Daimyō of Ōmura

Personal details
- Born: c. 1533 Nagasaki Prefecture, Japan
- Died: June 23, 1587
- Children: Dona Lucia
- Parent: Arima Haruzumi (father);
- Occupation: Samurai

Military service
- Battles/wars: Attacks on Nagasaki (1574–1579)

= Ōmura Sumitada =

Japanese daimyo

Ōmura Sumitada (大村 純忠) was a Japanese daimyō lord of the Sengoku period. He became famous throughout the country for being the first of the daimyo to convert to Christianity following the arrival of the Jesuit missionaries in the mid-16th century. Following his baptism, he became known as "Dom Bartolomeu". Sumitada is also known as the lord who opened the port of Nagasaki to foreign trade.

== Early life ==

Ōmura Sumitada was born in 1533, the son of Arima Haruzumi, lord of Shimabara, and his wife, who was a daughter of Ōmura Sumiyoshi. His childhood name was Shōdōmaru 勝童丸. At age 5, he was adopted by his uncle Ōmura Sumisaki, and succeeded to the Ōmura family headship in 1550. As Sumisaki had no legitimate heirs, and the Ōmura clan had its origins in the family line of the Arima, Sumisaki readily adopted the young Shodomaru, who took the name Sumitada at the time of his succession.

== Career ==

Following his succession, he was immediately faced with a multitude of pressures, the greatest of which was the attack from Ryūzōji Takanobu of Hizen-Saga. Sumitada found the answer to his problems in the form of Christianity. In 1561, following the murder of foreigners in Hirado (in the area of influence of the Matsura clan), the Portuguese began to look for other ports where they could trade.
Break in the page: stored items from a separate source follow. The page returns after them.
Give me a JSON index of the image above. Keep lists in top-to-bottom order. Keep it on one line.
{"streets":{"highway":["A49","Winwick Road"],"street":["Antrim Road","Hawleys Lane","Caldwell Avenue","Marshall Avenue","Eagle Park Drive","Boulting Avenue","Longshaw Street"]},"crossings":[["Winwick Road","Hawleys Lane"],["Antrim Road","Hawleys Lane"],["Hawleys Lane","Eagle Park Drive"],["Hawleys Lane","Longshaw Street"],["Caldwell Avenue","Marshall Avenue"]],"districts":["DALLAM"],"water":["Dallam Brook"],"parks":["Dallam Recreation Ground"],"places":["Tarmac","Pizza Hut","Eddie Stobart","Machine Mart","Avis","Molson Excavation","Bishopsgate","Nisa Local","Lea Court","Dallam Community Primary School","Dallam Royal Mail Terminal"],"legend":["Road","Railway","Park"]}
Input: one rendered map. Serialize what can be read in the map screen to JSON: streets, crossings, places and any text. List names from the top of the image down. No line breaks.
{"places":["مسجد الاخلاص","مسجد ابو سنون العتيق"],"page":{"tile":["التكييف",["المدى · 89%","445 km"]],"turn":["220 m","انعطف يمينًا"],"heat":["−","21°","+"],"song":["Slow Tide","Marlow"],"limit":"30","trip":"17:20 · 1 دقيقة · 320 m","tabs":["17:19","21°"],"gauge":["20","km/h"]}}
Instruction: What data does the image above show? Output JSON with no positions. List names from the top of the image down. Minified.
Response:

In response to their search, Sumitada offered them safe haven in his domain, at Yokoseura. This cast a great impression on the Portuguese, and particularly on the Society of Jesus (the Jesuits). This they readily agreed to, and soon after, in 1563, Sumitada and his retainers became Christian, and Sumitada took the baptismal name Bartolomeu.

After his conversion Sumitada, under the influence of the Jesuits, ordered the razing of Buddhist temples and Shinto shrines. Sumitada's subjects were forced to convert or be exiled from the domain. Jesuit Gaspar Coelho helped to encourage the destruction of temples and the persecution of non-Christians. The destruction and persecutions were committed due to Sumitada's religious zeal and the Jesuits' insistence that the destruction of the temples and shrines would be the most appropriate way to repay them as the Portuguese helped protect him and his domain. The Jesuits also believed that the firm planting of Christianity would require the institutional and iconographic elimination of local religions.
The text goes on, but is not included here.